Jun 6, 2023Complaint
The following deficiencies were found during the compliance inspection and investigation of complaint #AZ00196112 conducted on June 6, 2023:
Based on documentation review, record review, and interview, the governing authority failed to ensure compliance with A.R.S. \'a7 36-411, for one of two personnel members sampled. The deficient practice posed a risk if E3 was a danger to a vulnerable population. Findings include: 1. A review of E3's personnel record revealed E3 was hired as a caregiver on February 2, 2022. The record included a copy of a fingerprint clearance card, which was issued in October 2016 and expired in October 2022. In addition, the record included verification of E3's current fingerprint clearance card, which indicated the fingerprint clearance card was issued in January 2023. 2. A review of E3's application for employment revealed evidence of E3's consistent employment between 2016 and 2020. However, evidence of E3's employment history after 2020 was not available for review. 3. In an interview E1 reported E3 "came out of retirement," and had a valid fingerprint clearance card when hired to work for E1 as a caregiver. E1 acknowledged E3's employment history contained more than a six month gap in employment prior to being hired as a caregiver.
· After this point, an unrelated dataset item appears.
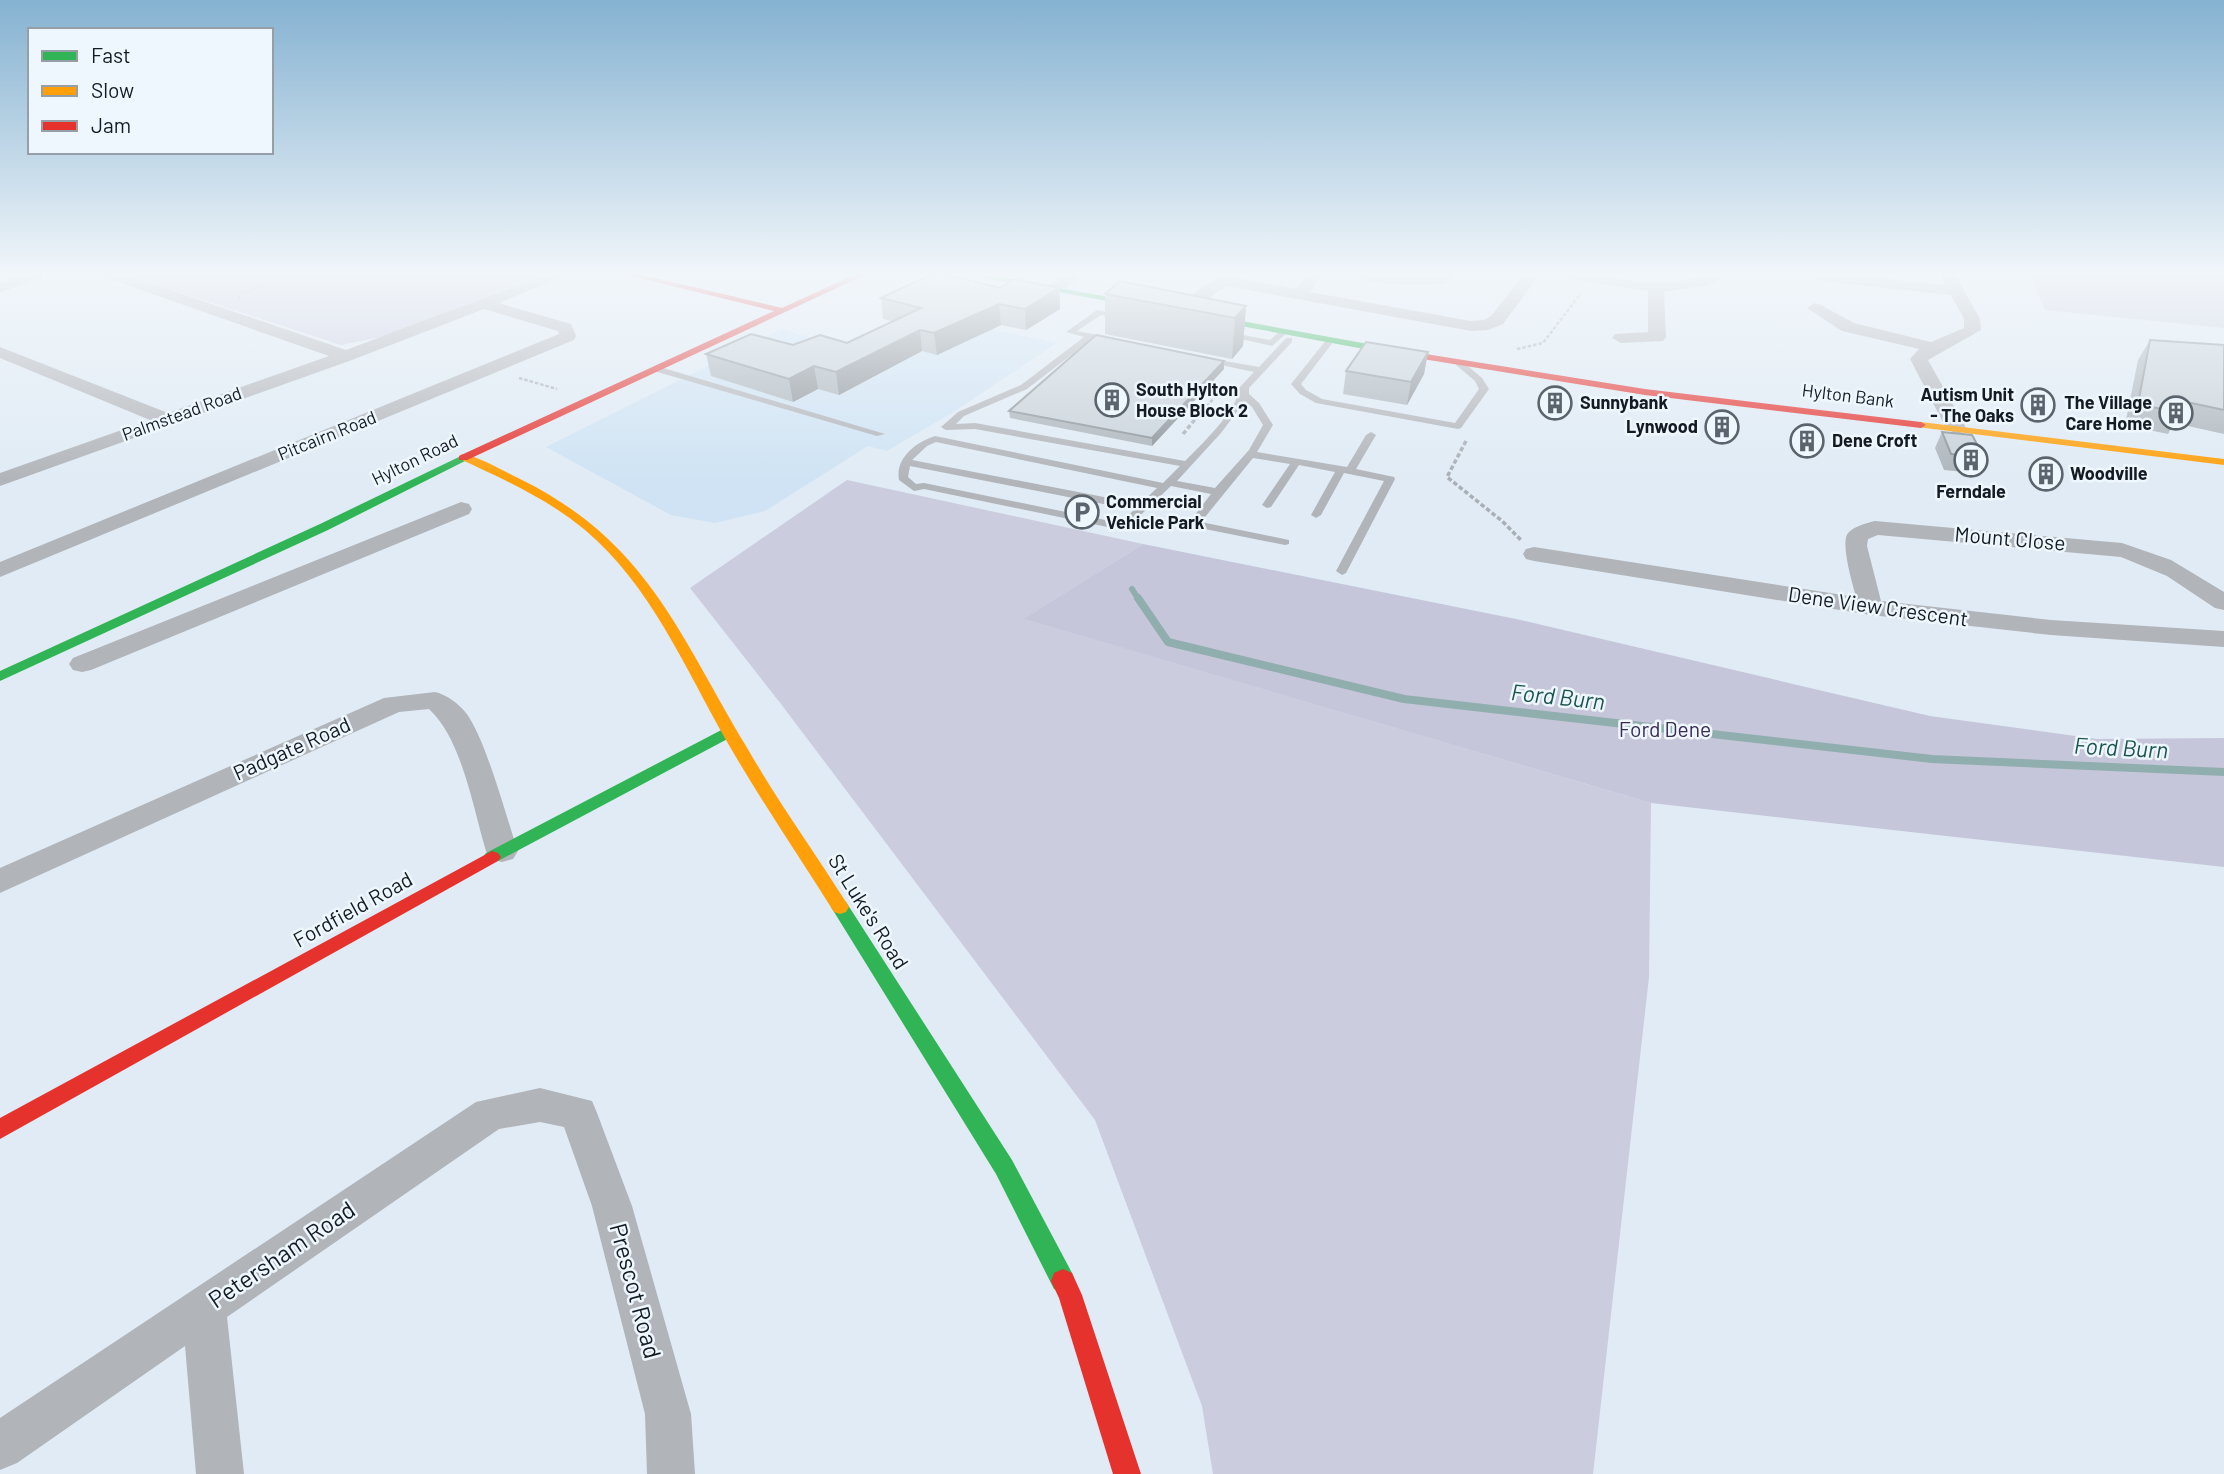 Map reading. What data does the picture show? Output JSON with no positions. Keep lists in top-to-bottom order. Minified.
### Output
{"streets":{"street":["Hylton Bank","Palmstead Road","Pitcairn Road","Hylton Road","Mount Close","Dene View Crescent","Padgate Road","Fordfield Road","St Luke's Road","Petersham Road","Prescot Road"]},"crossings":[["Hylton Road","St Luke's Road"],["Mount Close","Dene View Crescent"],["Padgate Road","Fordfield Road"],["Fordfield Road","St Luke's Road"],["Petersham Road","Prescot Road"]],"water":["Ford Burn"],"parks":["Ford Dene"],"places":{"building":["South Hylton House Block 2","Sunnybank","Autism Unit - The Oaks","The Village Care Home","Lynwood","Dene Croft","Ferndale","Woodville"],"parking":["Commercial Vehicle Park"]},"legend":["Fast","Slow","Jam"]} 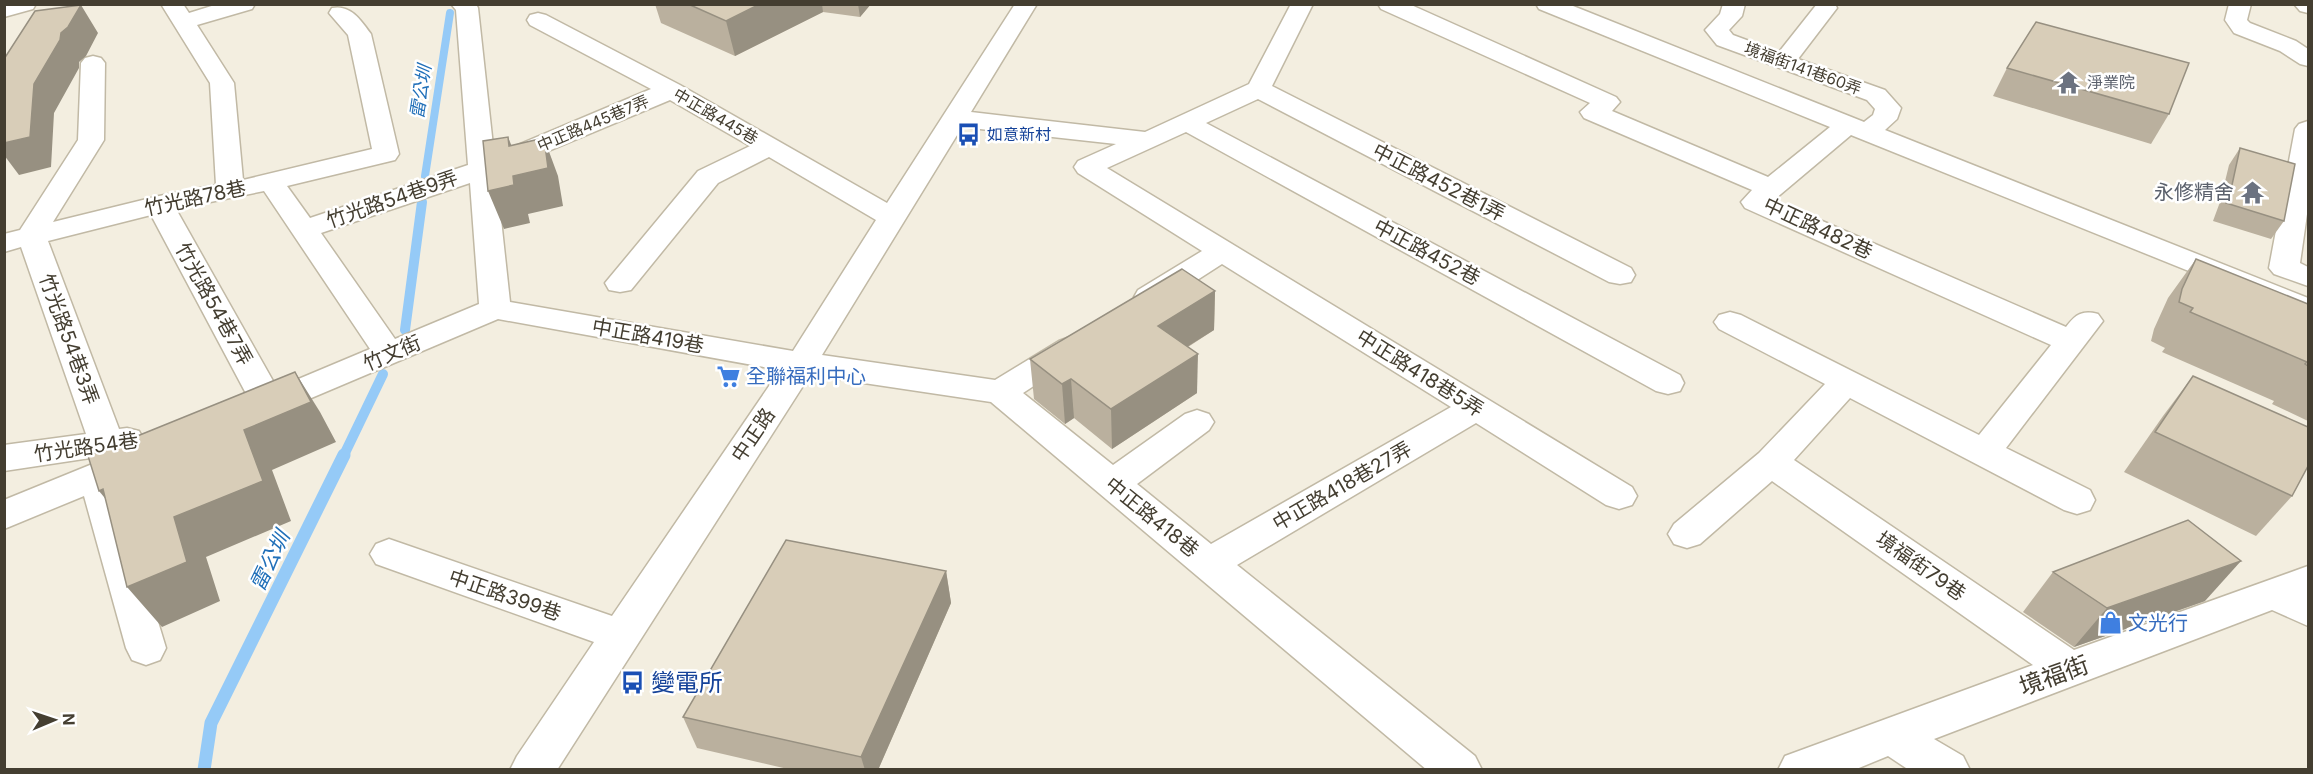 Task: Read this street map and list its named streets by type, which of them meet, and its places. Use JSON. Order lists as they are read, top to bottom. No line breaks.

Based on documentation review, record review and interview the manager failed to ensure a caregiver provides current documentation of first aid training and cardiopulmonary resuscitation training certification specific to adults, prior to providing assisted living services to a resident for one of two personnel members sampled. Findings include: 1. A review of facility staffing schedules for May 2023, revealed E3 was scheduled to work as a caregiver on May 4, 5, 6, 11, 12, 13, 18, 19, 20, 25, 26 and 27, 2023. 2. A review of E3's personnel record revealed E3 was hired as a Caregiver on February 2, 2022. Further review revealed documentation indicating E3 completed cardiopulmonary resuscitation training on November 10, 2022. However, evidence of documentation E3 completed first aid training was not available for review. 3. In an interview, E2 acknowledged E3's personnel record did not contain evidence indicating E3 completed first aid training prior to providing assisted living services to a resident.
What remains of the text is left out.